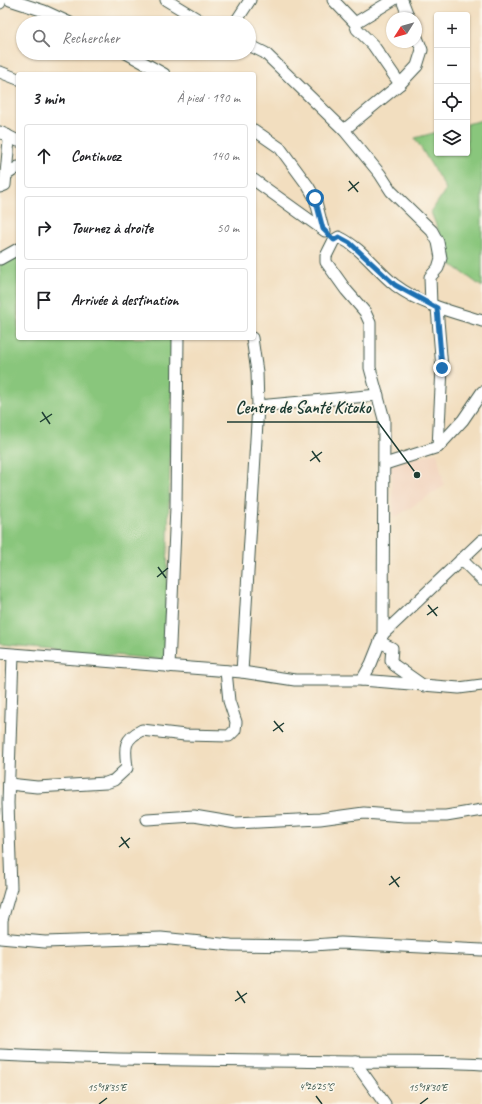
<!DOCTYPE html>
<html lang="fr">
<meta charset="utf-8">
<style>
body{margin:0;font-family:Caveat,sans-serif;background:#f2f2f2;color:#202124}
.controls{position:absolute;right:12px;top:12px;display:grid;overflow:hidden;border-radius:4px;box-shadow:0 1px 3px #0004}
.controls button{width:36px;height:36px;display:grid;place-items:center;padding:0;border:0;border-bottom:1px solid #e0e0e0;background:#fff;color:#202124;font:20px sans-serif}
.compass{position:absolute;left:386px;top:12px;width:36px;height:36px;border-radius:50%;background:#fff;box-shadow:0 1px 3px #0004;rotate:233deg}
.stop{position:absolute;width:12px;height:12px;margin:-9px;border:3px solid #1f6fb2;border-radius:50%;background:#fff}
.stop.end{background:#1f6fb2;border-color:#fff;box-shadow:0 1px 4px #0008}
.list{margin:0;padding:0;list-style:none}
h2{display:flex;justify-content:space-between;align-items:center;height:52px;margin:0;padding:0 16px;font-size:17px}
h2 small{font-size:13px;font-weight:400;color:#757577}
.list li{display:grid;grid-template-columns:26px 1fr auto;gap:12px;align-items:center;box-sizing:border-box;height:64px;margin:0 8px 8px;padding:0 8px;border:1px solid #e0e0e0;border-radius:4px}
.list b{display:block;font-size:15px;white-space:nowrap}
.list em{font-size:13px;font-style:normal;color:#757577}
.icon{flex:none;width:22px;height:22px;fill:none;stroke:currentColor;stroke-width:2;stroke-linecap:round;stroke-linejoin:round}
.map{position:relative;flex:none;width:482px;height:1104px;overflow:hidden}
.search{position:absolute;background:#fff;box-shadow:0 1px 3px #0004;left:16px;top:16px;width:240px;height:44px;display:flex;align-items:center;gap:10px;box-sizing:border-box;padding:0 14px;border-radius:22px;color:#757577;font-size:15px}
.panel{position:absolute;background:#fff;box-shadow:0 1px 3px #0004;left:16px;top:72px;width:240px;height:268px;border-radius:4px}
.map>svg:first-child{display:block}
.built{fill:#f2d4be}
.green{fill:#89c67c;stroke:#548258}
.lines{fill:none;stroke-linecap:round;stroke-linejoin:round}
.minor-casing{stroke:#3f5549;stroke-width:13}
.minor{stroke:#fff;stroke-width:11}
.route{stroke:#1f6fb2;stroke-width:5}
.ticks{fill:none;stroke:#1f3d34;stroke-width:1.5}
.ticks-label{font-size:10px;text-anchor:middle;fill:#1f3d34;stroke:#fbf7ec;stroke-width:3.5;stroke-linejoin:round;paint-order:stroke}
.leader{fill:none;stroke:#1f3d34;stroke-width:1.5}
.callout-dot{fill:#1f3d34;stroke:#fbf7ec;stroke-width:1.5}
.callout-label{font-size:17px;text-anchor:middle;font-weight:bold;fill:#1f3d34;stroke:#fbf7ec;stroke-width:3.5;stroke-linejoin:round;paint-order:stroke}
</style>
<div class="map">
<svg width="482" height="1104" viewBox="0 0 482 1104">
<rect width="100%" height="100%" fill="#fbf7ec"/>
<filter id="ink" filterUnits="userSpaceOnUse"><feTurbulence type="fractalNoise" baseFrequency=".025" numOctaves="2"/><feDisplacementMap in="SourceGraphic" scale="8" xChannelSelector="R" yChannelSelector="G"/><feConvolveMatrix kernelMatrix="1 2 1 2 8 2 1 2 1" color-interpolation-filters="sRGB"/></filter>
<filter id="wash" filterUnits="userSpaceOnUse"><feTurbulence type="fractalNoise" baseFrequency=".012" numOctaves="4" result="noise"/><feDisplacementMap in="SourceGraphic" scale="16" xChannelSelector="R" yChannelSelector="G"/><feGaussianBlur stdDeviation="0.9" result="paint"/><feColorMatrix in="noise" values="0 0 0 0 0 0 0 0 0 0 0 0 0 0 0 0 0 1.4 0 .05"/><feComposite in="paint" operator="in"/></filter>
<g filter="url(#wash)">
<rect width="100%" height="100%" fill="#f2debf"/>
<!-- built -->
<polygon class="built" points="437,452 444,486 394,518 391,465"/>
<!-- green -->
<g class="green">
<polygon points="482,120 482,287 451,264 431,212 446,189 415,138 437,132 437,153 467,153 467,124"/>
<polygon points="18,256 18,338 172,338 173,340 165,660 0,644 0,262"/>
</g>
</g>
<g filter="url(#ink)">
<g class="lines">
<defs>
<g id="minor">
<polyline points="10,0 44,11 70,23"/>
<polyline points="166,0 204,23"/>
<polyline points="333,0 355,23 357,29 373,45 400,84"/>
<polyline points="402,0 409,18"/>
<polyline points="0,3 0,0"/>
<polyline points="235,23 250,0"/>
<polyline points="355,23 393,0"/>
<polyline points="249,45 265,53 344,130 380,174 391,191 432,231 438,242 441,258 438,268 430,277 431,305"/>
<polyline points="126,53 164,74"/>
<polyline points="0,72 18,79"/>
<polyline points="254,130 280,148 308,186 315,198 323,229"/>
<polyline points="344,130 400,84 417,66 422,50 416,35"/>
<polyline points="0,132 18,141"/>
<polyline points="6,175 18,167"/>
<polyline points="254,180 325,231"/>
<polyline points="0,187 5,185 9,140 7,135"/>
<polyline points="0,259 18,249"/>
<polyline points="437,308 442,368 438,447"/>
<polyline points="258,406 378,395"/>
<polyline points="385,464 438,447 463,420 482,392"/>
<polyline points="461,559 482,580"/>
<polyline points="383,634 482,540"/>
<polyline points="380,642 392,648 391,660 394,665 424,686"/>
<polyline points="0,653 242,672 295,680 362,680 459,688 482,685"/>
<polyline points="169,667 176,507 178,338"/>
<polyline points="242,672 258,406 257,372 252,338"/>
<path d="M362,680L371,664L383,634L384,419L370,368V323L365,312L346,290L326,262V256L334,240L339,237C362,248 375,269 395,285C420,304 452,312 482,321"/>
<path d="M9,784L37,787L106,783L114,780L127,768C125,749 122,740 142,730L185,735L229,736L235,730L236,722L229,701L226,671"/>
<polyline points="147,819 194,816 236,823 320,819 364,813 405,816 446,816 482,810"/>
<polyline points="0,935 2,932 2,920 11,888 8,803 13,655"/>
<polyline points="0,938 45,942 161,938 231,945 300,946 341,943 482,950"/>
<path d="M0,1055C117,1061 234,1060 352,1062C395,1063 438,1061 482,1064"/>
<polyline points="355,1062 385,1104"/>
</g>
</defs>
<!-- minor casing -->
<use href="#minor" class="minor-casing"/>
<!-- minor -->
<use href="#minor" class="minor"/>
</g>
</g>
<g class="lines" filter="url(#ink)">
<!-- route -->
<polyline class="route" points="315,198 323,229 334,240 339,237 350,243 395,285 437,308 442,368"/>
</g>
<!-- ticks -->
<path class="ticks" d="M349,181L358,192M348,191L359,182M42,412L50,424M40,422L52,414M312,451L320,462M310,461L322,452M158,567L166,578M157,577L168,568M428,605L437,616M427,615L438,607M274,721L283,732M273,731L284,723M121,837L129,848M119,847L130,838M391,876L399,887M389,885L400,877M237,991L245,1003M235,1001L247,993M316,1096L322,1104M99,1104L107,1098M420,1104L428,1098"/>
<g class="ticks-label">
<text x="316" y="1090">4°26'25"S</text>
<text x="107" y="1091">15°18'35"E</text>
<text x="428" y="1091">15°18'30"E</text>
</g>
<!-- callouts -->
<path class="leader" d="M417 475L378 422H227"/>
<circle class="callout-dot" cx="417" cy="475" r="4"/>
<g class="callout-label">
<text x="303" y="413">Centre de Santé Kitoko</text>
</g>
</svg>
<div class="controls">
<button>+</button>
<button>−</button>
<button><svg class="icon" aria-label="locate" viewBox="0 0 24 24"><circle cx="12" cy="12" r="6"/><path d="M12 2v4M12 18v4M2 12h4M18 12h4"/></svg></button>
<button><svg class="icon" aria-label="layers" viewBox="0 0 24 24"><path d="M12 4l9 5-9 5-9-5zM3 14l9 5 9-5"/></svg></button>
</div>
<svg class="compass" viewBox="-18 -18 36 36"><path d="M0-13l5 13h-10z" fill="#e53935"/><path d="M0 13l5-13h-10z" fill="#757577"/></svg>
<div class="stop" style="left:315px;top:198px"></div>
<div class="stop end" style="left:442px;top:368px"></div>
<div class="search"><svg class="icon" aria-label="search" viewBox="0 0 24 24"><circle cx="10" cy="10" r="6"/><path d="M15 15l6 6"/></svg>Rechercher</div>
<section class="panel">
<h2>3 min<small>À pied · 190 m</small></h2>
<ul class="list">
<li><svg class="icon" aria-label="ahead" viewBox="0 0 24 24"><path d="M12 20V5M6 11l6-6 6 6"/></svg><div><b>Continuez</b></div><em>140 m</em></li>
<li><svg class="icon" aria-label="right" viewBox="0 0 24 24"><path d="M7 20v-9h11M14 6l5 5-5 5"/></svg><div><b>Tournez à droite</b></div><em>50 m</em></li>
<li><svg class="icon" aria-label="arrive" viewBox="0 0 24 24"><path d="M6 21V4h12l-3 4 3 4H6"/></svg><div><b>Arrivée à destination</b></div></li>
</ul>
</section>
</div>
════════
● **TASK REQUIREMENTS**: Every line in the data above that includes the word "linecap" should be copied.

● **REPLY**:
.icon{flex:none;width:22px;height:22px;fill:none;stroke:currentColor;stroke-width:2;stroke-linecap:round;stroke-linejoin:round}
.lines{fill:none;stroke-linecap:round;stroke-linejoin:round}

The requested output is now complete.